Complexity of each calculation in the StockPicking Lab

event_note 24.08.2021

The use of machine learning in the quantitative investment field is expanding and the right usage is encouraging many to explore the world of investing. To generate market advantages and enable our users to enjoy the greatest stock selection process, we are choosing beneficial data, suitable to give us not only the Artificial-Intelligence-driven tool for making the right stock decisions but also interpretability and transparency of process and results. Our calculations include data collected for the last 30 years, allowing us to get more robust and reliable results.
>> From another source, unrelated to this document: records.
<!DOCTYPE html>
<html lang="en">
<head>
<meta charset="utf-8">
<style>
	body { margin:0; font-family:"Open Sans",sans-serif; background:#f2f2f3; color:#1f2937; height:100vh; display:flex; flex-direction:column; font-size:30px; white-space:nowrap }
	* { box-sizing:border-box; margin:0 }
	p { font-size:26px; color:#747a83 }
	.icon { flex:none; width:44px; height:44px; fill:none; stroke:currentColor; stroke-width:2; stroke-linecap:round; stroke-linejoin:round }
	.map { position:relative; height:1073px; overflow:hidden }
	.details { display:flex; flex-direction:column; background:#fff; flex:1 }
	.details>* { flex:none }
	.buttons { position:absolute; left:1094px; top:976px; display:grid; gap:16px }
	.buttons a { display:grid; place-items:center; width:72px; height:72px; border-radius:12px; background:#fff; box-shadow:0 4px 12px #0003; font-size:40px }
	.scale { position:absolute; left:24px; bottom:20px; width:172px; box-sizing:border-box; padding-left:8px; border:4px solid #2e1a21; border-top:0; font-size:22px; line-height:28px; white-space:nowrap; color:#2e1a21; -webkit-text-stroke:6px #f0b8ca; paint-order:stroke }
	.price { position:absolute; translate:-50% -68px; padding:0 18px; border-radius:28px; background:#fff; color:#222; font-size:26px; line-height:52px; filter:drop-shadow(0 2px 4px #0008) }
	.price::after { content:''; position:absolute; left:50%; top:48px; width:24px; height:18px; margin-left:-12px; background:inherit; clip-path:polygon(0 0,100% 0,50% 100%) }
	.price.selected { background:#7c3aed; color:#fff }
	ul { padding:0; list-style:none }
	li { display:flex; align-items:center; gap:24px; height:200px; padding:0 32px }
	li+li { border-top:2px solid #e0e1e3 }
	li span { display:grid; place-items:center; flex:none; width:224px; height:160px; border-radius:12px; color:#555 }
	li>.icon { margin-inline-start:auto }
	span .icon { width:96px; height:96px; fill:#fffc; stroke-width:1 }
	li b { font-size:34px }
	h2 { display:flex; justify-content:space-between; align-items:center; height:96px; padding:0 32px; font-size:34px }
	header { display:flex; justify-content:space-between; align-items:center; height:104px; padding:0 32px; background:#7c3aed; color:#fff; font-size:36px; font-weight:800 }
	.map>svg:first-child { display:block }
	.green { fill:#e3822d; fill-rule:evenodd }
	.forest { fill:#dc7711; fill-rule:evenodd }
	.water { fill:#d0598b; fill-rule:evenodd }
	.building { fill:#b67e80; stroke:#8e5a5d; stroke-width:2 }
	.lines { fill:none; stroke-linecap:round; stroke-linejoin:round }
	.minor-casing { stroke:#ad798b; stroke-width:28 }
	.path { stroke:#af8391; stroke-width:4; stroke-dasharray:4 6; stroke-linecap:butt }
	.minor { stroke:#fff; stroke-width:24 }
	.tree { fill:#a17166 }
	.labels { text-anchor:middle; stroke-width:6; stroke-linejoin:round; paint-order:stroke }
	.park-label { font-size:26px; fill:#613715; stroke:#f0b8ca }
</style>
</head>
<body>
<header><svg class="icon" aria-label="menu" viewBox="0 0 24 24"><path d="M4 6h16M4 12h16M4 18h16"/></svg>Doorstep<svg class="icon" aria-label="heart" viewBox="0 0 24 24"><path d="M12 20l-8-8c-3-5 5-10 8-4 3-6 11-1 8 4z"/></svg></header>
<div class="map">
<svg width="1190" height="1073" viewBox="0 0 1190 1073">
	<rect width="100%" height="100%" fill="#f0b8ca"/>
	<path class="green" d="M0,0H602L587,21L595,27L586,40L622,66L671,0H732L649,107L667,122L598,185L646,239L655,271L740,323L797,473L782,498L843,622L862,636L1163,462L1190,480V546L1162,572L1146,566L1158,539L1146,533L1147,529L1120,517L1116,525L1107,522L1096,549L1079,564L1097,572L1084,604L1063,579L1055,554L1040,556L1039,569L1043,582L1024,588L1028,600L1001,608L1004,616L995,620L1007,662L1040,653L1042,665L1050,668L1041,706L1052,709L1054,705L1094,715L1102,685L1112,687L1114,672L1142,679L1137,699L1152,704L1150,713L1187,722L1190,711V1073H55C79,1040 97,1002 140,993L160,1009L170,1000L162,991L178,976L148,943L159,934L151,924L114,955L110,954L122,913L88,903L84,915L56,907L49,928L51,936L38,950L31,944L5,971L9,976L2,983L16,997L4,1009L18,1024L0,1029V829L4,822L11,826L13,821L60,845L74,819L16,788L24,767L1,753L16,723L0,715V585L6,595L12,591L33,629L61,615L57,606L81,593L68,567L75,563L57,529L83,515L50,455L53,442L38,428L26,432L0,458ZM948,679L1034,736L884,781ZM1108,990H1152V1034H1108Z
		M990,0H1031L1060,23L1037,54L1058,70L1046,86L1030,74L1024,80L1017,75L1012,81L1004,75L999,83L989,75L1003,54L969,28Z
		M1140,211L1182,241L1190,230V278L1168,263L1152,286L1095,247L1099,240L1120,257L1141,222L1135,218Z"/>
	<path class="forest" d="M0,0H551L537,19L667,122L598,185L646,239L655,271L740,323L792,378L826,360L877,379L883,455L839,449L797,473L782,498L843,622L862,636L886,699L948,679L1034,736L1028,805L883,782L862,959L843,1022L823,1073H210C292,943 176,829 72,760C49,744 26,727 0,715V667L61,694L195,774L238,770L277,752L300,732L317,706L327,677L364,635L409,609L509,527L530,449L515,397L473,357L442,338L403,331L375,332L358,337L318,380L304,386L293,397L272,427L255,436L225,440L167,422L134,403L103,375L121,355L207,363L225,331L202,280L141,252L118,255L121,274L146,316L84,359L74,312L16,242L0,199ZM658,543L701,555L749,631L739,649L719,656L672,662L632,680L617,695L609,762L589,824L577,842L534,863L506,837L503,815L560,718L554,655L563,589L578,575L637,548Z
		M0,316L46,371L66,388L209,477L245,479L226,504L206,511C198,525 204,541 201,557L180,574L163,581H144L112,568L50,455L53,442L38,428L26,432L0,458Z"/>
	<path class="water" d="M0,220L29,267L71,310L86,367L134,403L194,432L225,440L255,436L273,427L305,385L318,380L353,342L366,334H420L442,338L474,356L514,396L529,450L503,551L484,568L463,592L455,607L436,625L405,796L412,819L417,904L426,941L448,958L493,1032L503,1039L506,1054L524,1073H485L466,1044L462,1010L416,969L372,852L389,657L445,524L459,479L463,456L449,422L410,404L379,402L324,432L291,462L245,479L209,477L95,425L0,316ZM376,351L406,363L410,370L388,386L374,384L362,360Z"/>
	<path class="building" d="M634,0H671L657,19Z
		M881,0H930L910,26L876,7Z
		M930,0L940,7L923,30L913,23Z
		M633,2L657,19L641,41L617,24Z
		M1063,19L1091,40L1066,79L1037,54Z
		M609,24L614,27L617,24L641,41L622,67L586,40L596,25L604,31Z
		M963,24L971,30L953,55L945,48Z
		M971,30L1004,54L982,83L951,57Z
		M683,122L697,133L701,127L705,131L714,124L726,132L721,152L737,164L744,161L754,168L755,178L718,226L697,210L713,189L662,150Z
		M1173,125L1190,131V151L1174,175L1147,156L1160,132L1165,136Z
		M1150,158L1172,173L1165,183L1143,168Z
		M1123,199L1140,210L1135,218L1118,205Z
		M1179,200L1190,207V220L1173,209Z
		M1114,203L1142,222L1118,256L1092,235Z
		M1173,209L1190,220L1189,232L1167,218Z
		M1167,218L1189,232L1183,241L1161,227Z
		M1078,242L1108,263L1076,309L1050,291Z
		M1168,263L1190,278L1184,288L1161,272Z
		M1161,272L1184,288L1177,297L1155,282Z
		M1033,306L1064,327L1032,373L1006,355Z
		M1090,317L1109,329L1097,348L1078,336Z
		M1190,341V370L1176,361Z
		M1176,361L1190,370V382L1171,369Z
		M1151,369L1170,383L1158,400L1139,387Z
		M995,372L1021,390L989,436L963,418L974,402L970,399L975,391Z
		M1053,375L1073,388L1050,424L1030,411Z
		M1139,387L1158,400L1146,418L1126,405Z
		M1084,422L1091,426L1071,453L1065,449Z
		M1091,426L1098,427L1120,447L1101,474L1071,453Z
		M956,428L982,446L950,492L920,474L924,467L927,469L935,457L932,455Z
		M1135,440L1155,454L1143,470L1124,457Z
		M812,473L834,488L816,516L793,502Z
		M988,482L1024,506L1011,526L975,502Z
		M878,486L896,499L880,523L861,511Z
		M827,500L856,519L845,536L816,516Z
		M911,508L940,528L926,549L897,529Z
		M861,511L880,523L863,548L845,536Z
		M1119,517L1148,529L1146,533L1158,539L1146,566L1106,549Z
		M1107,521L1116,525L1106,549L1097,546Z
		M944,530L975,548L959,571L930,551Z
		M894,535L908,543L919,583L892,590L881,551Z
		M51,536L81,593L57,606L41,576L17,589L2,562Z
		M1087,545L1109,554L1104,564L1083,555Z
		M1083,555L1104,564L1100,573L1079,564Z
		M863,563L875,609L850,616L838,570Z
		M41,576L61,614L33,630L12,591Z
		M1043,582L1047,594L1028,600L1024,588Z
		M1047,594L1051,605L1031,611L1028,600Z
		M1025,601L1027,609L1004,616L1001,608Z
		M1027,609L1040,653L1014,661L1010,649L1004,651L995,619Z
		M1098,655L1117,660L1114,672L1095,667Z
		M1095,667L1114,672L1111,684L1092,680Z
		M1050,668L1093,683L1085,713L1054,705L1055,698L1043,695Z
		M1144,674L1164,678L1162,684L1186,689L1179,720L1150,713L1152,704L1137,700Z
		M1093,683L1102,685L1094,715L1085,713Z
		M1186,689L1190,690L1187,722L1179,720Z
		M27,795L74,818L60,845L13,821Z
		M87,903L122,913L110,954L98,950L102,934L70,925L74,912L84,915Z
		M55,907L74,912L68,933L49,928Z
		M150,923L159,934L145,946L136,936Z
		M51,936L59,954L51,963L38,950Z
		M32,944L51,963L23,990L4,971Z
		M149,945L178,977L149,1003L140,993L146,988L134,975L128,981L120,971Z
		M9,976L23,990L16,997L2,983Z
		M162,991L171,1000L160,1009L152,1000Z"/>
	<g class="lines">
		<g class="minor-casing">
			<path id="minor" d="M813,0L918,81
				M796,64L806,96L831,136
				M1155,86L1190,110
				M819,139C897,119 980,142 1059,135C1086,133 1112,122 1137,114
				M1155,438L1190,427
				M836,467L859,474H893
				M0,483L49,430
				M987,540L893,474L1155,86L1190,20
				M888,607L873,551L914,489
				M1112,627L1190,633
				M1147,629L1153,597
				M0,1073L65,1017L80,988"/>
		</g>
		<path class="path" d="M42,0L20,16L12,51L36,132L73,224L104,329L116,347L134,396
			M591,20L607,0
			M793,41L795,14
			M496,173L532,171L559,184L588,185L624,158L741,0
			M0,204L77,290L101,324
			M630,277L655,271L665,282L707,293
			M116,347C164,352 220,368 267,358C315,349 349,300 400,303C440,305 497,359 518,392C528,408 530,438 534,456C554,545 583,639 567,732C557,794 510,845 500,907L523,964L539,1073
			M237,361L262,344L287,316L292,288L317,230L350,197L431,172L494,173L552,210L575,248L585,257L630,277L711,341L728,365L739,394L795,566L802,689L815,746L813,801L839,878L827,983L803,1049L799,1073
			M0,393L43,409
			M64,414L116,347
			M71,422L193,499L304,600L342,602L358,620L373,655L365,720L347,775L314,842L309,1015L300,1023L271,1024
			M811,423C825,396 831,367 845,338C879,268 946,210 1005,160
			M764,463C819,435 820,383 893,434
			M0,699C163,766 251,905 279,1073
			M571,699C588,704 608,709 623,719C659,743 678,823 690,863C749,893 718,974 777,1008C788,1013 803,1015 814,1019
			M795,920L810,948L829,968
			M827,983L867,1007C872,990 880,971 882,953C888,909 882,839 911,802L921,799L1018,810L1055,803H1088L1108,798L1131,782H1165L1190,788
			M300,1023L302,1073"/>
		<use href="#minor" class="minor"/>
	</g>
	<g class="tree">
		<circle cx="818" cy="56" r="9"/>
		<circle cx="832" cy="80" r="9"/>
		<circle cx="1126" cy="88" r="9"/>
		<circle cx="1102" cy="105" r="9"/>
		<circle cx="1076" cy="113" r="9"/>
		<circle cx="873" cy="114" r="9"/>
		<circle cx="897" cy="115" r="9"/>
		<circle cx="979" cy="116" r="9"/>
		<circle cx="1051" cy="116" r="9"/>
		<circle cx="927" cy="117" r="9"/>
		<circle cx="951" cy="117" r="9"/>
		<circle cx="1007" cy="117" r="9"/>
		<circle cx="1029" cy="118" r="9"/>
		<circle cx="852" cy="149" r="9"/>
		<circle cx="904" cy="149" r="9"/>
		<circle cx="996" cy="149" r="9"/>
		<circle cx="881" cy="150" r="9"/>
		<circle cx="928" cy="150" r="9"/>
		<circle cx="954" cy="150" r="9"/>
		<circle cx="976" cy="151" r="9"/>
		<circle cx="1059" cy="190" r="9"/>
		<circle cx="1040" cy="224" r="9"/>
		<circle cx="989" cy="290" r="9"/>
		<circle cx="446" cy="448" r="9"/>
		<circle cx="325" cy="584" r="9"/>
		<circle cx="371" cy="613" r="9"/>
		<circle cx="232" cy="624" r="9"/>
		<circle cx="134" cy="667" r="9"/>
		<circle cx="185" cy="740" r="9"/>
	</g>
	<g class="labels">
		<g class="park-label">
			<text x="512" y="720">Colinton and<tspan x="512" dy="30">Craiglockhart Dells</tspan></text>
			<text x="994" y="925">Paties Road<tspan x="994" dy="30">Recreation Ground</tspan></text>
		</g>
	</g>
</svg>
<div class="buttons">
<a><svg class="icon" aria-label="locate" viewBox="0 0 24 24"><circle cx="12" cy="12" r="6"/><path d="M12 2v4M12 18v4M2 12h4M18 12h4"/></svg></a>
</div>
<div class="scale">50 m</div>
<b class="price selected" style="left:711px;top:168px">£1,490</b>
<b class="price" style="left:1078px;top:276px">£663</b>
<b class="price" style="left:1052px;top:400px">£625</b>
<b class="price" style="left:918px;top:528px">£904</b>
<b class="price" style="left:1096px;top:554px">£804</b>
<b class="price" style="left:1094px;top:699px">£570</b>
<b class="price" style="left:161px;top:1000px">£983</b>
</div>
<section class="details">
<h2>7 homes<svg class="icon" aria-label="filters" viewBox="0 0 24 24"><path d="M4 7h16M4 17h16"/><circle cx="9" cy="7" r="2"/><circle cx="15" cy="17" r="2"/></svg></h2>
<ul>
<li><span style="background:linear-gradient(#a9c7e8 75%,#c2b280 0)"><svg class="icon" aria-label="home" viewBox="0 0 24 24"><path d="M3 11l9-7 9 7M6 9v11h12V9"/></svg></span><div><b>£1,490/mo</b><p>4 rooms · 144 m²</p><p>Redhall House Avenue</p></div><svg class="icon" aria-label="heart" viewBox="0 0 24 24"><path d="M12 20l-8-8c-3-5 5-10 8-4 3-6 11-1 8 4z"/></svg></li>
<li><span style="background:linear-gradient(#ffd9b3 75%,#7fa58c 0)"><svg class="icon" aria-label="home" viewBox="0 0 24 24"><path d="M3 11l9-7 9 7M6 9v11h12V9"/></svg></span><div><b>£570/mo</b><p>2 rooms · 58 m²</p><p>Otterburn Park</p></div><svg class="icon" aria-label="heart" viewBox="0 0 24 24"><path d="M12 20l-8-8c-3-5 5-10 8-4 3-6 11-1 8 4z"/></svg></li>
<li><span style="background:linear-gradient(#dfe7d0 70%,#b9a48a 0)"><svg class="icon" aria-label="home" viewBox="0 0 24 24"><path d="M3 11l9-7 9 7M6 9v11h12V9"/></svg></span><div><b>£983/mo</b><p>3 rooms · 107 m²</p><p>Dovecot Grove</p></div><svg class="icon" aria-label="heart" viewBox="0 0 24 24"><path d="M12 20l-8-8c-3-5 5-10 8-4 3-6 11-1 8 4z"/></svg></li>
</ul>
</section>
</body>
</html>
When calculating the results and preparing a list of undervalued and overvalued stocks in our StockPicking Lab, for every asset, stock, and ticker we use 2237 features. This number is intriguing when taking into consideration that the best financial analysts use approximately 100 features for their stock performance predictions. 793 from mentioned 2237 features are derived from OHLCV data (Open, High, Low, Close, and Volume). The mentioned acronym shows a list of the five most common data types used in financial analysis. For visualization of this type of data famous candlesticks-charts are used and it enables us to consider a huge number of situations in past.

The remaining 1444 features are generated from fundamental data. How exactly is this number calculated? We are using 76 basic source fundamentals,  from these features we derive other features based on two ‘’positions’’ – absolute and relative and then multiply the result by nine timely horizons. This feature involves, for instance, operating cash flows of companies on the stock market and is utilitarian for indicating whether a company can generate sufficient positive cash flow to maintain and grow its operations or it may require external financing for capital expansion, which naturally influences stock prices. These features are including fundamental data itself and also indicators derived from them, such as measuring operating flow in the past 252 days (trading days per year in the US stock and option markets).

It is to be noted, that we value only total data. In case that we do not have complete data for every single stock, we are not implementing a certain feature for any of the stocks. In the future, we are definitely planning to use even more predictors to get rich data set for which performing continuous data engineering is needed.To get a clear picture of the size of data used for the calculations, we will give you a few hints: The computational memory contains 225937 columns with each rebalance. While each column has about 8500 rows. Altogether, there are around 1,920,464,500 numbers included in the dataset.

Taking that each number takes up from 4 to 8B of memory, a total of 7.5 GB is needed for only 100 stocks (S&P100). To manage this kind of task an average computer would need approximately 2 days. Moreover, scaling up your stock universe for 500 stocks (S&P 500) would take 64 GB, because the dataset explodes exponentially. In addition, it is also needed to store intermediate calculations.

To sum up, this amount of usage of data factors highly correlated to market returns is enabling us to generate more robust and reliable predictions used in our StockPicking Lab reports.